Originally published on by mlive.com by Mark Torregrossa on October 6th 2017

A newly named type of northern lights, called STEVE, captured over Kakwa, Alberta around midnight on September 15, 2017 (Catalin Tapardel)

Northern lights enthusiasts have discovered a new type of northern lights, and named it STEVE.

You might wonder what STEVE means. At first it didn’t mean anything. It was just a name. STEVE comes from the animated movie Over The Hedge. In the movie, the main characters were watching bushes rustle. Out came an animal that they didn’t know. So they named it Steve.

That’s how STEVE, the new type of northern lights, got its name. Citizen scientists took a few photos of STEVE and showed the photos to NASA scientists. NASA scientists initially couldn’t explain the newly discovered aurora type, so they all decided on naming it Steve for now.

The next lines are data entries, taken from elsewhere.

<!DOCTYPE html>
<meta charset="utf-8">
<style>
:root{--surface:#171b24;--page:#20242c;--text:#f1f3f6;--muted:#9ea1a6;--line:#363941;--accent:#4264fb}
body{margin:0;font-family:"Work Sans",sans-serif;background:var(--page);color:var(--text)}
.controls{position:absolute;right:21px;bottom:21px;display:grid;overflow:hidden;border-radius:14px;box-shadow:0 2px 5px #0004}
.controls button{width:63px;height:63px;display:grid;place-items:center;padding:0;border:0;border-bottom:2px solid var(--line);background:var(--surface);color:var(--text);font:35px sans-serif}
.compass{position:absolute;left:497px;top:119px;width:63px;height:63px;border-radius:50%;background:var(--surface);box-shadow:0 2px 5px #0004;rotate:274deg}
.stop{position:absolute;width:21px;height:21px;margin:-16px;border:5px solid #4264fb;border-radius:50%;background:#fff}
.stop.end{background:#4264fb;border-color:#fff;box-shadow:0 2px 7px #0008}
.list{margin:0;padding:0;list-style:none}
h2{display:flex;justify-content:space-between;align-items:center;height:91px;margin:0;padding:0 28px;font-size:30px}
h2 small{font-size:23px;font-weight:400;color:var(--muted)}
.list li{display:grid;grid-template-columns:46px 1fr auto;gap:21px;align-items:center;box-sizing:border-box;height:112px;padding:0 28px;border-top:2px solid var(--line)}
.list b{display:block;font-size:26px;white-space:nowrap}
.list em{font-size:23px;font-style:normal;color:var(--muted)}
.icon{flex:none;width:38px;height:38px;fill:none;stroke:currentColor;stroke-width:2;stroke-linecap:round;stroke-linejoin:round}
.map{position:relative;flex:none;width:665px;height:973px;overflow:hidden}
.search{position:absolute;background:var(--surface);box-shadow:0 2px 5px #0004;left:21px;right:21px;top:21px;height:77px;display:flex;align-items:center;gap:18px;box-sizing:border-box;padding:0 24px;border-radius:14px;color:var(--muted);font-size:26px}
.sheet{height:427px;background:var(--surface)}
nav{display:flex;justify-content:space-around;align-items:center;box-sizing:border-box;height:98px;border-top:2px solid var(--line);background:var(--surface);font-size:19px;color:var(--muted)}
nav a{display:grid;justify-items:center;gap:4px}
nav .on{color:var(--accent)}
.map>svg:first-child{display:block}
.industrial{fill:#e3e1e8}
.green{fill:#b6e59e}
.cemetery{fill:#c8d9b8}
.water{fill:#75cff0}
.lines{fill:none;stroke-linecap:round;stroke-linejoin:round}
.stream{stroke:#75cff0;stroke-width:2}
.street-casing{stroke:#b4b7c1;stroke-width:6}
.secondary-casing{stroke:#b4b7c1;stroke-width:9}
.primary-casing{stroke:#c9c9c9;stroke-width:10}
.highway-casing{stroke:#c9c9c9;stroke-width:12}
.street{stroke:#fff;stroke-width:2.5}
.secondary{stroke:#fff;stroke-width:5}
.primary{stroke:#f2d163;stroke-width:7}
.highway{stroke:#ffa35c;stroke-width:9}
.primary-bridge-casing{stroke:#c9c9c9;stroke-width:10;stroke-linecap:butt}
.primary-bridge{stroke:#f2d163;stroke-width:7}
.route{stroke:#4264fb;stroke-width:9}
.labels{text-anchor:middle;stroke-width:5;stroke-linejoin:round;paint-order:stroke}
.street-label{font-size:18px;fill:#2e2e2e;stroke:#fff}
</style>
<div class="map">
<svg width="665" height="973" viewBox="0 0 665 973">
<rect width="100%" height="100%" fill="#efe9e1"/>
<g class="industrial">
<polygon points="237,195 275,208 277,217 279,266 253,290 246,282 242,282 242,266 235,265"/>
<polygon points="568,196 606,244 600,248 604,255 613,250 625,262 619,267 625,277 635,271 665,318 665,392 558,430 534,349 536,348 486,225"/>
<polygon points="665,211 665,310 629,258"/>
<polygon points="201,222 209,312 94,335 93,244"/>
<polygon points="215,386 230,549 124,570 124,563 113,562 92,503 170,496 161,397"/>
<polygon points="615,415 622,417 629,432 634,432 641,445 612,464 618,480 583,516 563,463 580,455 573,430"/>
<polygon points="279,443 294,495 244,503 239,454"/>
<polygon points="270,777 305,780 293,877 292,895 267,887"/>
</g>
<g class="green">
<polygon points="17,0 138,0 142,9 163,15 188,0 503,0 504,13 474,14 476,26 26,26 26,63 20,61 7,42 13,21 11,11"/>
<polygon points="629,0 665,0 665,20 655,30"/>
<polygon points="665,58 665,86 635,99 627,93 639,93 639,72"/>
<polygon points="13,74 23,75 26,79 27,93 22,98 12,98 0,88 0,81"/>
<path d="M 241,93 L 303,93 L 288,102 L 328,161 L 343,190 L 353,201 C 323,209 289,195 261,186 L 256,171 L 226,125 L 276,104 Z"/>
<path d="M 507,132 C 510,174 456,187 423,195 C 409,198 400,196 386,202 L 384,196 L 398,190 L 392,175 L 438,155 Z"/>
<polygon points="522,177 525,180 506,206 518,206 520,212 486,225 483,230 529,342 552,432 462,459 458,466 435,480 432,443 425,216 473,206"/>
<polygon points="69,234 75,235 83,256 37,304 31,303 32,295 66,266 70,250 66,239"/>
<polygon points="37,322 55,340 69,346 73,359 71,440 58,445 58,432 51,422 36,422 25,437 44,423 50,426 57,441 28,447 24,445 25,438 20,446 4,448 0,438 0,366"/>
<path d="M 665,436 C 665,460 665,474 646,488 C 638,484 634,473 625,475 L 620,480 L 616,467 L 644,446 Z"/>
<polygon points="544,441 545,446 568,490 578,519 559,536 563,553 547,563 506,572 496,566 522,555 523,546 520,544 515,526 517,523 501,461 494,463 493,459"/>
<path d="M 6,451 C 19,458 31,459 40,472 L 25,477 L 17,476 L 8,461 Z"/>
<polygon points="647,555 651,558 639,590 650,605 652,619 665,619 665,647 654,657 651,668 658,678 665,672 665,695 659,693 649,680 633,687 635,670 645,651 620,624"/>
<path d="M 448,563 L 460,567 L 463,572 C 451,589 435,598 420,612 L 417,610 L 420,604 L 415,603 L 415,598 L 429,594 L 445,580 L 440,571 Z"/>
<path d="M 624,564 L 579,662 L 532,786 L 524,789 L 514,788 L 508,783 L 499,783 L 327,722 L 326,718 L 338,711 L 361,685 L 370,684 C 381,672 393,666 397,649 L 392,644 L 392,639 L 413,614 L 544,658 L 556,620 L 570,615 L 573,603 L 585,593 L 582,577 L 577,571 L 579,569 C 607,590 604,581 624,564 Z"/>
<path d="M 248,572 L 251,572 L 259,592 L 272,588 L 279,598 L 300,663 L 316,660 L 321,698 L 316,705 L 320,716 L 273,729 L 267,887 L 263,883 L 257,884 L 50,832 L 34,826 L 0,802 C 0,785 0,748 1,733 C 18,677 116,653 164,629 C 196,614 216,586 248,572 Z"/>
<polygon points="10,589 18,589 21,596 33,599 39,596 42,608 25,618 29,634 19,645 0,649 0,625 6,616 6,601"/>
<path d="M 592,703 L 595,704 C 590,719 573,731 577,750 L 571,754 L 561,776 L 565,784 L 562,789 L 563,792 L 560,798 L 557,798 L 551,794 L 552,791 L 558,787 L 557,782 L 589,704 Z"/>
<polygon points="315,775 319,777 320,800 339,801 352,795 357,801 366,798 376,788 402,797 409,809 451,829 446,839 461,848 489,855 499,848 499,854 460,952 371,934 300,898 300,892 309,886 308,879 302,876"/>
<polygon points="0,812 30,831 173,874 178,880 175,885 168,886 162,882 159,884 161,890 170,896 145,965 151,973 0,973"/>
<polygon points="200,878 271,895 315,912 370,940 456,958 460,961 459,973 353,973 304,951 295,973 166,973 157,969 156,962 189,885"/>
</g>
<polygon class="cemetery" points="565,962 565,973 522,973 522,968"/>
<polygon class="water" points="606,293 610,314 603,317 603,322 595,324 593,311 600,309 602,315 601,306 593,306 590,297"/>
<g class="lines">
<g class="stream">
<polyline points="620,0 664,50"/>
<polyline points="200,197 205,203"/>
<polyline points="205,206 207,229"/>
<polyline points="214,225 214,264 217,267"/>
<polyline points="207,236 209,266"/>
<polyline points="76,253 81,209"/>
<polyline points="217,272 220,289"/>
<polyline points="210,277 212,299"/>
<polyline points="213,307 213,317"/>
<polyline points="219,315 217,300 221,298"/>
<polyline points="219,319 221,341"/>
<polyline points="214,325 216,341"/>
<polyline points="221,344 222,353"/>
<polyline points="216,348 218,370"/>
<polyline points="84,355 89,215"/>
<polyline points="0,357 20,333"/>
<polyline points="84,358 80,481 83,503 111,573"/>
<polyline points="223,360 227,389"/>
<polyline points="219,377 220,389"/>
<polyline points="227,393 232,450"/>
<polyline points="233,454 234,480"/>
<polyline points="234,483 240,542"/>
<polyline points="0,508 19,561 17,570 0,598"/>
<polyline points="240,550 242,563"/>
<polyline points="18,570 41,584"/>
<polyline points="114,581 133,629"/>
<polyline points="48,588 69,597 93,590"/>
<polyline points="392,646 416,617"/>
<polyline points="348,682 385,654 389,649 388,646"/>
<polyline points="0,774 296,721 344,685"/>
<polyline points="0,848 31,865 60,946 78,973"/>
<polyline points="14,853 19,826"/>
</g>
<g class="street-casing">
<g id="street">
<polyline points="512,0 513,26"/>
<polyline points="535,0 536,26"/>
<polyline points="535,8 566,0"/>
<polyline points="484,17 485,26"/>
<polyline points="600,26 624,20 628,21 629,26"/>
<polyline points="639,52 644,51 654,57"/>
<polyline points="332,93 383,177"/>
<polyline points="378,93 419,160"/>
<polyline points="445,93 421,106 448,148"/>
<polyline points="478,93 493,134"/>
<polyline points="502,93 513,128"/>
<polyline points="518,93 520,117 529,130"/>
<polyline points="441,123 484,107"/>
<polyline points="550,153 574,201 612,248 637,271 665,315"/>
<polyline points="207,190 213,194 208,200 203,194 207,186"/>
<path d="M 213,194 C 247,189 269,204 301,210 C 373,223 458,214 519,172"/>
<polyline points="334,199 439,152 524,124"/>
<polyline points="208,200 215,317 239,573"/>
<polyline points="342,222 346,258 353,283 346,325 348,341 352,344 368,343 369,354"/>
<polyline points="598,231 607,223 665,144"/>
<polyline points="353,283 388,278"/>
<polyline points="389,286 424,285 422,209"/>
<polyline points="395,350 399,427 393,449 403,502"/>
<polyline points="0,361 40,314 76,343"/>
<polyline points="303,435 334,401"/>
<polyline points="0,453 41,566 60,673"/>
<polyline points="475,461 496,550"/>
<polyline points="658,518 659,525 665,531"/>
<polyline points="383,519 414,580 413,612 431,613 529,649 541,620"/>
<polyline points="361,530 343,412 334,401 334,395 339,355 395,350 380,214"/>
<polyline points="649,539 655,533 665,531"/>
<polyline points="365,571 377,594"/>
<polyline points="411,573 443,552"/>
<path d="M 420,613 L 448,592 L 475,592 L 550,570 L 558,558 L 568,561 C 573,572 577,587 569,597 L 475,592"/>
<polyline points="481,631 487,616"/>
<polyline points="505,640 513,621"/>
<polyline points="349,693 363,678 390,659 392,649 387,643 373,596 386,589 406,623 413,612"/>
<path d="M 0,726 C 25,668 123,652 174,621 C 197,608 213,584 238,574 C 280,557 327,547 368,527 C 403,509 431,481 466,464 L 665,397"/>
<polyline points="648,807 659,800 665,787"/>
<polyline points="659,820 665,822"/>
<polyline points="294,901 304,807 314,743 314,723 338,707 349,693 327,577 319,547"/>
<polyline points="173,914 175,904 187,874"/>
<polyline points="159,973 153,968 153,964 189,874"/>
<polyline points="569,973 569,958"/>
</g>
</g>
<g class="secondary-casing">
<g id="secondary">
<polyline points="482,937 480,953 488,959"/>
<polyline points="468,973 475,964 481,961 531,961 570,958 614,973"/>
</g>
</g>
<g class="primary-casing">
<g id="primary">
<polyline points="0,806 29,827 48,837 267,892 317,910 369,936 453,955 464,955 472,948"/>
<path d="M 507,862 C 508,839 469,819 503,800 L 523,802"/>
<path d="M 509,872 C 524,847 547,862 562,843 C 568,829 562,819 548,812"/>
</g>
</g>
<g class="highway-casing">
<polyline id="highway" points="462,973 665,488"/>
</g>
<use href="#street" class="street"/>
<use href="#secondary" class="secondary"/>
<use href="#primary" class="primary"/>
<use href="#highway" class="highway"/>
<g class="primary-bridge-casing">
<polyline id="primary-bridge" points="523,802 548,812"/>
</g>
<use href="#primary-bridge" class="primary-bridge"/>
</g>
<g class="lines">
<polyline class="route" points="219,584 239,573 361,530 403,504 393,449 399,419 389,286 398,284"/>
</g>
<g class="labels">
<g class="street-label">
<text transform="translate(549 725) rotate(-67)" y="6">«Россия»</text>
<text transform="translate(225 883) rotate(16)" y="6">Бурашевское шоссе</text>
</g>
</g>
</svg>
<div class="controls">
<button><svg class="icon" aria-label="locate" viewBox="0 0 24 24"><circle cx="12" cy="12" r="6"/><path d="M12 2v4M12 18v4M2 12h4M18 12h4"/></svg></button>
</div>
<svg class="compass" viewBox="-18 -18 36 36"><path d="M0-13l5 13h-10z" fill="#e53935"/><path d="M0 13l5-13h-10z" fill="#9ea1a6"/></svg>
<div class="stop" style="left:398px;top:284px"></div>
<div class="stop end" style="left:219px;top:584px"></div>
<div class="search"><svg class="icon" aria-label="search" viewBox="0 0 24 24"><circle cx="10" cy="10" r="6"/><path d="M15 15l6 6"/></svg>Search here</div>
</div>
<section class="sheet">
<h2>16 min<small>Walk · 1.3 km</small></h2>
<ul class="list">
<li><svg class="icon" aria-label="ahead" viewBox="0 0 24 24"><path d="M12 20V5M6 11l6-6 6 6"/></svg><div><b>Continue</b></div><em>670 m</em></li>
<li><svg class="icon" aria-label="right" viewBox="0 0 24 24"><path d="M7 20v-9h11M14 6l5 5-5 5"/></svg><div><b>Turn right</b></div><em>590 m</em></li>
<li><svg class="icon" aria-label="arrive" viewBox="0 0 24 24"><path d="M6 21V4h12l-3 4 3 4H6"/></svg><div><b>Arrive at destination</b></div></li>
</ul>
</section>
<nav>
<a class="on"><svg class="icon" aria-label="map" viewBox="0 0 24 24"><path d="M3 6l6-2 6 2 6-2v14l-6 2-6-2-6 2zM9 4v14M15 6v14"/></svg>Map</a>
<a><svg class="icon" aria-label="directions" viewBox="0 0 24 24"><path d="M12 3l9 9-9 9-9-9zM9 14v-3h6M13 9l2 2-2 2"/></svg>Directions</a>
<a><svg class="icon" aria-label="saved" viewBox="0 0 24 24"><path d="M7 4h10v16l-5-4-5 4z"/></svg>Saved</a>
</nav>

Burcu Kosar, Research Scientist at NASA Goddard Space Flight Center, says NASA scientists have now turned STEVE into an acronym – Strong Thermal Emission Velocity Enhancement.

Kosar admits NASA still doesn’t know exactly how STEVE is produced. NASA is working on the scientific aspects of STEVE, and trying to understand STEVE. NASA suspects STEVE might have both a magnetospheric and ionospheric origin.

STEVE is a very thin, purplish arc that can almost look like a picket fence, according to Kumar. Kumar says STEVE can be viewed farther south than the larger oval auroras that sweep the skyline. If a large scale aurora is visible in Canada, STEVE may be briefly visible in the northern border states of the U.S., such as Michigan.

Now one of NASA’s goals is to get larger numbers of citizen scientists to report northern lights, including STEVE. NASA has set up a project called Aurorasaurus. At Aurorasaurus, you can see where the northern lights are predicted to be located in the near future, and actual reports of the northern lights from people around the world.